Читать книгу Die Stadt ist der Dschungel - Anja Kwiatkowski - Страница 4

Kapitel 2

Оглавление

„Überfall auf die Staatsbank, alle verfügbaren Einheiten die nördlichen Brückenzufahrten abriegeln. Achtung, die Täter sind im Besitz automatischer Schnellfeuer-Waffen und machen davon Gebrauch“, schnarrte es aus dem eKomm. Linus Caesar Jagelowsky warf den Rest seines Sandwichs auf den Beifahrersitz, schaltete die Fahrautomatik aus und fuhr mit quietschenden Reifen los. In der grünen Emissionszone hatten nur wenige Fahrzeuge überhaupt eine Fahrerlaubnis, daher kam er sehr schnell voran. Und es würde den Kollegen hoffentlich auch die Verfolgung der Täter erleichtern. Er hupte ein paar Fußgänger von der Kreuzung und parkte mitten auf der Zufahrt zur östlichsten der drei zentralen Brücken, die über den Fluss in die Südstadt führten.

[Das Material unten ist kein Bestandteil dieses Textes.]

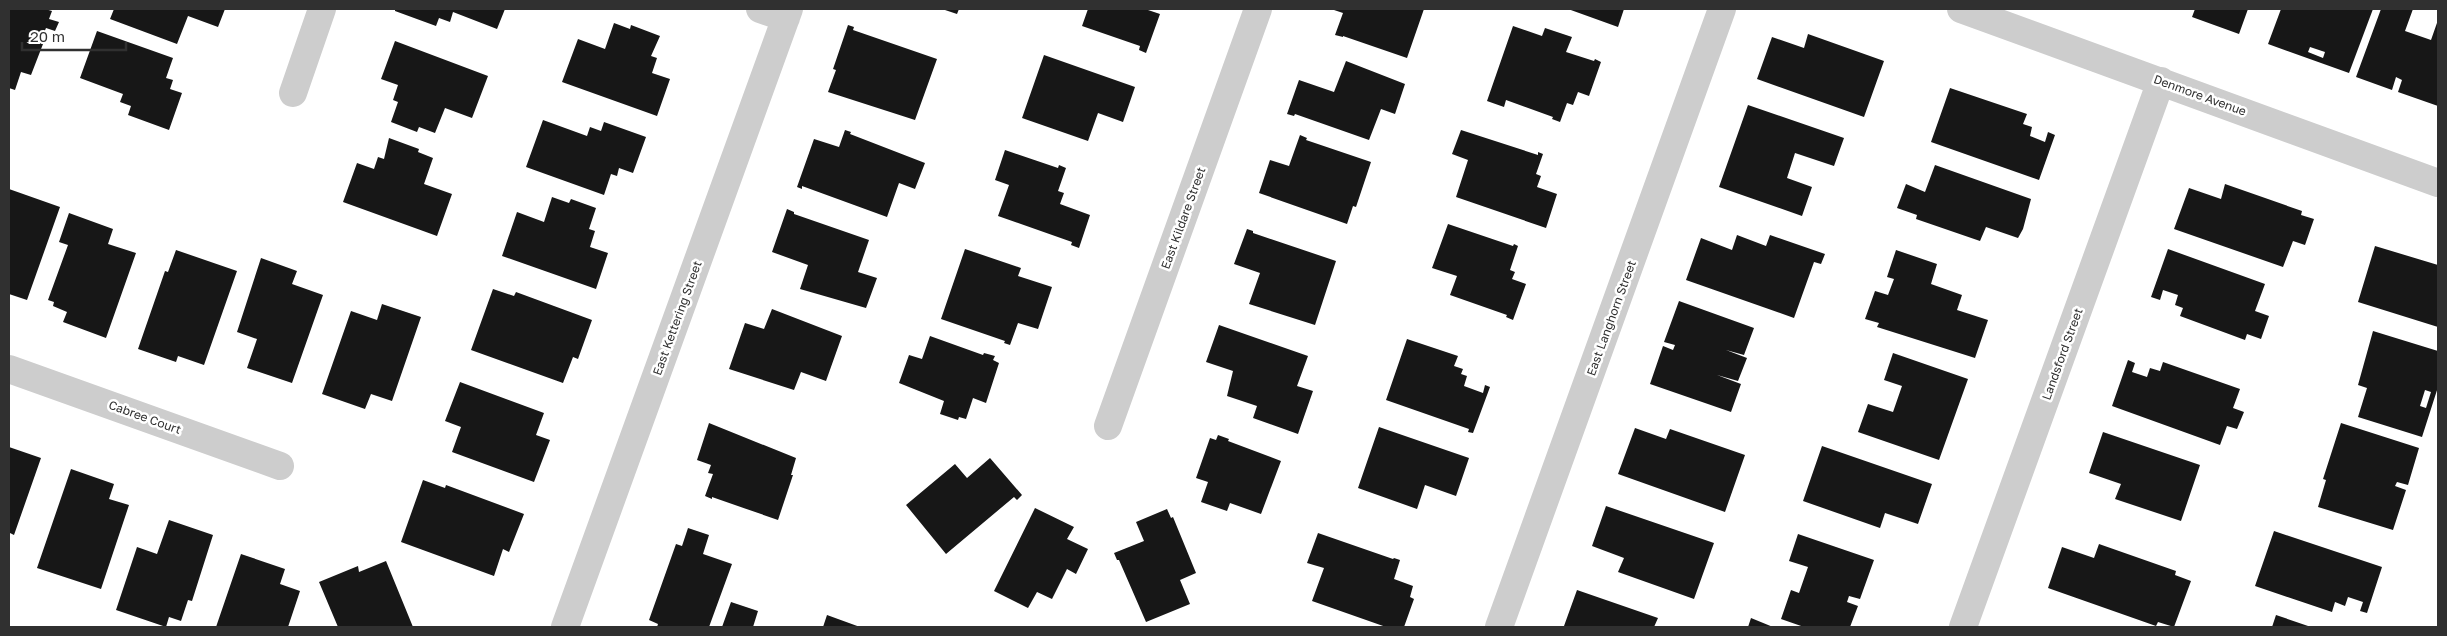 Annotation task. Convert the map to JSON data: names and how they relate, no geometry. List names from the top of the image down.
{
  "streets": {
    "street": [
      "Denmore Avenue",
      "East Kildare Street",
      "East Kettering Street",
      "East Langhorn Street",
      "Landsford Street",
      "Cabree Court"
    ]
  },
  "crossings": [
    ["Denmore Avenue", "Landsford Street"]
  ],
  "scale_bar": "20 m"
}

Wenn die Bankräuber nach Süden wollten, wären diese Brücken der schnellste Weg. Aber Linus und seine Kollegen waren auch sehr schnell vor Ort gewesen, hoffentlich zu schnell für die Täter. Er stieg aus und entsicherte seine Waffe. Seine Schicht war beinahe schon zu Ende gewesen, er hatte geistig schon an einem Konzept für seine nächste Geschichte über den einsamen Troll-Kopfgeldjäger gearbeitet als der Einsatzbefehl kam. Banküberfälle waren eine Seltenheit geworden, die Sicherheitsmaßnahmen der Geldinstitute machten sich auf jeden Fall bezahlt und es gab nur noch wenig Bargeld. Möglicherweise hatten es die Diebe eher auf Gold oder deponierten Schmuck abgesehen. Wenn man bereit war, Tote in Kauf zu nehmen, dann konnte sich das durchaus lohnen. Die Täter in diesem aktuellen Fall schienen zumindest keinerlei Skrupel zu haben. Linus konnte in der Ferne die Sirenen der Kollegen hören, dann fielen Schüsse. Leute liefen schreiend in Deckung. Aber die Fahrzeuge näherten sich nicht seinem Standort. Über das eKomm kam die Aufforderung, auf jeden Fall die Position zu halten, eine andere Einheit war den Tätern auf den Fersen. Nervös sicherte er die Waffe wieder, er wollte auf keinen Fall aus Versehen einen unschuldigen Passanten verletzen. Viele Bürger reagierten hochgradig irrational, sobald sie jemanden mit einer Schusswaffe sahen und dann konnte es leicht zu Unfällen kommen.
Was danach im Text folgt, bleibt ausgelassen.